Into this stormy mix, the film throws two sunny, uncomplicated personalities. The first is Amarjeet, played by Rishi Kapoor, who is made up to look like he’s 90. Dadu, as he’s called by everyone, only wants to smoke a little weed, watch a little porn and get a nice family portrait clicked (as with Amitabh Bachchan in Piku, this film manages to smuggle in progressive attitudes towards sex and drugs through the ramblings of a cantankerous old man). There’s also Tia (Alia Bhatt), another visitor with roots in Coonoor, whom Arjun meets at a party and immediately likes. She, however, is attracted to Rahul, unaware that he’s Arjun’s brother.

In most films, this triangle would have taken centre stage, but Shakun Batra, the director, is more interested in how the Kapoor family is cracking wide open. And boy, does it crack. Smaller arguments keep flaring up until finally, the sheer weight of grievances and resentments accumulated comes crashing down on the Kapoors.

Even as the characters lose control, the film never relinquishes it. Editor Shivkumar Panicker’s cross-cutting is often effective, especially when it’s working in tandem with the fleet, cutting script, by Batra and Ayesha DeVitre. Unlike other dysfunctional family films such as Finding Fanny and Dil Dhadakne Do, I didn’t care for just some of the characters, I felt for all of them. They are monumentally messed up, but it’s the messiness of real life, with a little Dharma gloss (and an irritating score) on top.

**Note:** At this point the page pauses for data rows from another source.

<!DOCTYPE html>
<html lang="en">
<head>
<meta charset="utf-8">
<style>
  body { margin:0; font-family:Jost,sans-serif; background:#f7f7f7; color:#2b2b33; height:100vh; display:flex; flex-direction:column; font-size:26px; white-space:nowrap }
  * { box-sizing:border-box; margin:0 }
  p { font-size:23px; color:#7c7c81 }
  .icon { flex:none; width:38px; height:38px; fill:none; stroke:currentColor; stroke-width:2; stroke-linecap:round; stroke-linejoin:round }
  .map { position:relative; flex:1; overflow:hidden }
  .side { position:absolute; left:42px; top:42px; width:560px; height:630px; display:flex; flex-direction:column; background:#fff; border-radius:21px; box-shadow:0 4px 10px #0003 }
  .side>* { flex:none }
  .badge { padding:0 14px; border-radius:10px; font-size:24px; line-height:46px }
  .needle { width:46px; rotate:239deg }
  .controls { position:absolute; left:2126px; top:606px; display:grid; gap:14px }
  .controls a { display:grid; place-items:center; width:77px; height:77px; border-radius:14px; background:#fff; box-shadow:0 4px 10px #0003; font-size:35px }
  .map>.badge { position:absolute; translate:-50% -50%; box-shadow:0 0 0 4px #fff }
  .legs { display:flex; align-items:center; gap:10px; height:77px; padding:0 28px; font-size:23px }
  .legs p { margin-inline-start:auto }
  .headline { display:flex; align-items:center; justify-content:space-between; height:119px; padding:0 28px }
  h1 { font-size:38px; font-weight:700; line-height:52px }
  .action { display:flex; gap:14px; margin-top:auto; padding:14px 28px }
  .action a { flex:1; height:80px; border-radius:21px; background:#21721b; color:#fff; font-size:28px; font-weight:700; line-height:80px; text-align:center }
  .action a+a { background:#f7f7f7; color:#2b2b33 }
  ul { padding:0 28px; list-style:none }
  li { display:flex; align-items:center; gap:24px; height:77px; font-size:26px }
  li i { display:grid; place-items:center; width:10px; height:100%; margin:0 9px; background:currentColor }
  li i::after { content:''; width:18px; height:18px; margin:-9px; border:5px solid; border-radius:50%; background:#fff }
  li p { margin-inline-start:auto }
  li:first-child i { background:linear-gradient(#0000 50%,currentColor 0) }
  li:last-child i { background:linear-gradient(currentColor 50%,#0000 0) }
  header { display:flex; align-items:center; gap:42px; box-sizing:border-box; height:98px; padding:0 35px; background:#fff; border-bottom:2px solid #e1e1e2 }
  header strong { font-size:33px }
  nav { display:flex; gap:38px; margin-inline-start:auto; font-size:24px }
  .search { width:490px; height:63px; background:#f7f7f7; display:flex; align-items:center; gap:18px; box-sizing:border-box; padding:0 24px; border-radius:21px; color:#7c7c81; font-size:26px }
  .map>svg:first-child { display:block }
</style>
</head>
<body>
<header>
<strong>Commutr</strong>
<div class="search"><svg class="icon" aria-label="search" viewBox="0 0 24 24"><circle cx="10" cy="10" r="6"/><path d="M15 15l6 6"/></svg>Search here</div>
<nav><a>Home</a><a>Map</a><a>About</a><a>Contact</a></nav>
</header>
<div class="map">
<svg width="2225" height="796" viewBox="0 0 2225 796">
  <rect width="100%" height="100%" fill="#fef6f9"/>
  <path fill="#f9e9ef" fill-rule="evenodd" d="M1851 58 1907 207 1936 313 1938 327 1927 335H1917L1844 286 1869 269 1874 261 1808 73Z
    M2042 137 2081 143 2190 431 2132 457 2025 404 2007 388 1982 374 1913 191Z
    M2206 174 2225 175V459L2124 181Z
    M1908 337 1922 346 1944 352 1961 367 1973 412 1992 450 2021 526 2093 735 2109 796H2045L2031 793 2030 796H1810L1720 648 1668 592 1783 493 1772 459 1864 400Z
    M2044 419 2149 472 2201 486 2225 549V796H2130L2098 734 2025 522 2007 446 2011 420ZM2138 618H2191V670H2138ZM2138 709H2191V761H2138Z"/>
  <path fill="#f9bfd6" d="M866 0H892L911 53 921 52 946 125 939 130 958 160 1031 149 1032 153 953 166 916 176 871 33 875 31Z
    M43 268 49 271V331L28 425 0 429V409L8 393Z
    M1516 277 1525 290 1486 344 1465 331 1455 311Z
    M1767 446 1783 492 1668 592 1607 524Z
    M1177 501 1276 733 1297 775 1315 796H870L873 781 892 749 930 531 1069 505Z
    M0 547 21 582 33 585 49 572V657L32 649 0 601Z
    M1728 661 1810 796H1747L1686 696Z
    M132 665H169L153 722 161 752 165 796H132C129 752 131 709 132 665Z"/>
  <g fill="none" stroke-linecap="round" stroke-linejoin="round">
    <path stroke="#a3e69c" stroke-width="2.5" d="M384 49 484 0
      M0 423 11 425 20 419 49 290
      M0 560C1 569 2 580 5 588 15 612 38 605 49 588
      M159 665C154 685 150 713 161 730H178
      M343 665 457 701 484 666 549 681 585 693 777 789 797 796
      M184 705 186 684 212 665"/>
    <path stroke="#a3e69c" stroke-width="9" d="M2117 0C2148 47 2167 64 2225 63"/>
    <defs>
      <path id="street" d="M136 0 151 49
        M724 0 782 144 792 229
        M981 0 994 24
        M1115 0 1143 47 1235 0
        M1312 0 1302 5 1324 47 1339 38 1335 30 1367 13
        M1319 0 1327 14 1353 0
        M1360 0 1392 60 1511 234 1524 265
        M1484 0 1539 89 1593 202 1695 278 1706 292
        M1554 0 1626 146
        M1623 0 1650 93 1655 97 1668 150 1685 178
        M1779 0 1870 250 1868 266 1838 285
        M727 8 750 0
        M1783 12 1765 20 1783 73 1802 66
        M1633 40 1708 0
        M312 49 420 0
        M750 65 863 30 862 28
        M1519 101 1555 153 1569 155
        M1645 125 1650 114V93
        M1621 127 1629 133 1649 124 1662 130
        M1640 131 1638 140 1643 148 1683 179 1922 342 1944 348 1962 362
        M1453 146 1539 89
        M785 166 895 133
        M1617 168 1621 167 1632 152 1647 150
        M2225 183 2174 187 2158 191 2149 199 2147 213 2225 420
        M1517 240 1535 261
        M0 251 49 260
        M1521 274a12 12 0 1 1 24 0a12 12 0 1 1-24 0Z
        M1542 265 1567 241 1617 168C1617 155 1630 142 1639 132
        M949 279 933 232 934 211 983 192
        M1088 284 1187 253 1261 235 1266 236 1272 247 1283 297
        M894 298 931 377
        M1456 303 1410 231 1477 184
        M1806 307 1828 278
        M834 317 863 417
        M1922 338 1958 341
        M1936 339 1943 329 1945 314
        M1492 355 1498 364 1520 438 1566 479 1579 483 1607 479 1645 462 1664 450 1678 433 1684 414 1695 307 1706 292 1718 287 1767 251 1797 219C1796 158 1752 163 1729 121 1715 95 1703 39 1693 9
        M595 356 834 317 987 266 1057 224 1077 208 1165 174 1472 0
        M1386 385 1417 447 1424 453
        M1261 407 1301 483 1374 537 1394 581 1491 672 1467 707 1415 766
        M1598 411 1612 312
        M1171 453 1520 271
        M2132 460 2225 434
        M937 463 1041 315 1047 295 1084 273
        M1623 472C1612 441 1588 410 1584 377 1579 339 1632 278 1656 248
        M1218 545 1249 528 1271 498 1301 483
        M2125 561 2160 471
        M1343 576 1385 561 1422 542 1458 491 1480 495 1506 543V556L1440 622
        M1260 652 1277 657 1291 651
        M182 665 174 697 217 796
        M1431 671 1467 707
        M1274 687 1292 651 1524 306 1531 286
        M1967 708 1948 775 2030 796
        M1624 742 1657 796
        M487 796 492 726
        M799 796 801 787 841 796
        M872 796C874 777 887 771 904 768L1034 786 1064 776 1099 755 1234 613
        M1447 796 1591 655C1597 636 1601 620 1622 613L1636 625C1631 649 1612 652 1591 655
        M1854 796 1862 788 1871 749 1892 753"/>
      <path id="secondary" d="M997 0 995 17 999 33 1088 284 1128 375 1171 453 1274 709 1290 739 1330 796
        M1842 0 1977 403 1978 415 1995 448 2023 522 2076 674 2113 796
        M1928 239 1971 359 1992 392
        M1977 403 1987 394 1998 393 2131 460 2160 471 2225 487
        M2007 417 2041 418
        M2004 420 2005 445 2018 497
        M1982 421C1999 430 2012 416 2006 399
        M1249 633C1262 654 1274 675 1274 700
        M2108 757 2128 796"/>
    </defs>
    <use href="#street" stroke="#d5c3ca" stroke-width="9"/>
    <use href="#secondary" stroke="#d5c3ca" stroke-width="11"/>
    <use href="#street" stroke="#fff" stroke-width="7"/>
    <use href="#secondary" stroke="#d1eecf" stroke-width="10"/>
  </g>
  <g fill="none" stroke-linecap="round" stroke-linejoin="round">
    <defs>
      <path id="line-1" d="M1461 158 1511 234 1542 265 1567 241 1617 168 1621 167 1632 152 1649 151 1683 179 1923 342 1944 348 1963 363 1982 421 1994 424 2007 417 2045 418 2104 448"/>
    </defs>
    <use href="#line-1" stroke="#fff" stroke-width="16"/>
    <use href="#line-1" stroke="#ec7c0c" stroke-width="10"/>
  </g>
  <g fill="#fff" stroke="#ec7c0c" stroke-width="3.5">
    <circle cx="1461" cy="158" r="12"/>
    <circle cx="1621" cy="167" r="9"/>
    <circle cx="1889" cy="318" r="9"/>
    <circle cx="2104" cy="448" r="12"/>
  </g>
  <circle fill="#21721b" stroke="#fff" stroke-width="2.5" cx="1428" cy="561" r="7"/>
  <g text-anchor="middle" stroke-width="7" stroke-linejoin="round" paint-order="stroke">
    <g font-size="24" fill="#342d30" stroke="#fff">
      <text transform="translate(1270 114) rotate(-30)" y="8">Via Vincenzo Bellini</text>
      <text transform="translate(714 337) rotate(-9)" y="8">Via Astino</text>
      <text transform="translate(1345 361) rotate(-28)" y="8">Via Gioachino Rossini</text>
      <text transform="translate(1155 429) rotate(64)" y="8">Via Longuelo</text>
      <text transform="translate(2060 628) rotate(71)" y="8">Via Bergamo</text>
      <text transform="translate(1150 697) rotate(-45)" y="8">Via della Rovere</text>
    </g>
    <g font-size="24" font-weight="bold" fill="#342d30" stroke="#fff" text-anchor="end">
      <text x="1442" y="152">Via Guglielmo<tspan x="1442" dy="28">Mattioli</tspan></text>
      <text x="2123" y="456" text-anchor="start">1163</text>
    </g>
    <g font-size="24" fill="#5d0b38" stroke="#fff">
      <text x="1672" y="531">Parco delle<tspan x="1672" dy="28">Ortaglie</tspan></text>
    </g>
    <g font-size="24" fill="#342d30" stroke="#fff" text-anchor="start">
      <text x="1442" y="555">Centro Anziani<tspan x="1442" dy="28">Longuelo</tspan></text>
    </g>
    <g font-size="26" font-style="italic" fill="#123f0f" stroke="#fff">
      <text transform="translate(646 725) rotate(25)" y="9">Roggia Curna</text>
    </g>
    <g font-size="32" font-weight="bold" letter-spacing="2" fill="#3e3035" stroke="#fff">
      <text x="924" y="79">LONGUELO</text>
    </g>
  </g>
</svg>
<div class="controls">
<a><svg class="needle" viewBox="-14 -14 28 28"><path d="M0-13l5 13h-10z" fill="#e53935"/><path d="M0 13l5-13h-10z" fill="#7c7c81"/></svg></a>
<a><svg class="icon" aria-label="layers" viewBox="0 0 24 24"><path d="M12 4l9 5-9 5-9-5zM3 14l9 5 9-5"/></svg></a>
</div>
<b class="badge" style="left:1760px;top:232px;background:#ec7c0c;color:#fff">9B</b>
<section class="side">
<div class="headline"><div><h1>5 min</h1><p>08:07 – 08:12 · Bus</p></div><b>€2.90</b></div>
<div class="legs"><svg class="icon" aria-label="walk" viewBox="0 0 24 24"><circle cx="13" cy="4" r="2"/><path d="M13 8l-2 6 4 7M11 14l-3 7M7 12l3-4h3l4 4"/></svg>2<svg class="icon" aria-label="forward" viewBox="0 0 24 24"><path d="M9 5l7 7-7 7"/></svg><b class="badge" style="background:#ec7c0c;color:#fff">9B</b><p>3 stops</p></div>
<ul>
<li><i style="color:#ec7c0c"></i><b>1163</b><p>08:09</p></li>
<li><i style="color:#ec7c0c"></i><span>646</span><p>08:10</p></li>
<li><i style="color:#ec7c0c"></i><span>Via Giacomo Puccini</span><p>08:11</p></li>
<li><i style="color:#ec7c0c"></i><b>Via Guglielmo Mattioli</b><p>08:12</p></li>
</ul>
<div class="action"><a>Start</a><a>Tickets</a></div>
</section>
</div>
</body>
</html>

Even as it gently teases Khan’s ever-increasing hold over female fans in this country, the film also gives him his first good role in Hindi movies. His low-key charisma works for his character and makes a nice contrast with the more method-y approach of Malhotra, who, after Brothers, is playing the unappreciated son for the second time in 12 months. Pathak Shah and Rajat perform like the old pros they are. Rishi’s face doesn’t move under all that make-up, but his voice is alive with mischief. Yet, what Bhatt does with a role that could have been boilerplate Manic Pixie was, for me, the most pleasurable part of the film. Of all the stars in Bollywood today, she has the lightest touch. The way she holds certain words, repeats others, converts half-frowns into half-smiles—these are clues to her character that she’s casually tossing out like breadcrumbs. This trail was the most interesting thing in lesser films such as 2 States and Shaandaar; in Kapoor & Sons (Since 1921), it’s a brilliant grace note.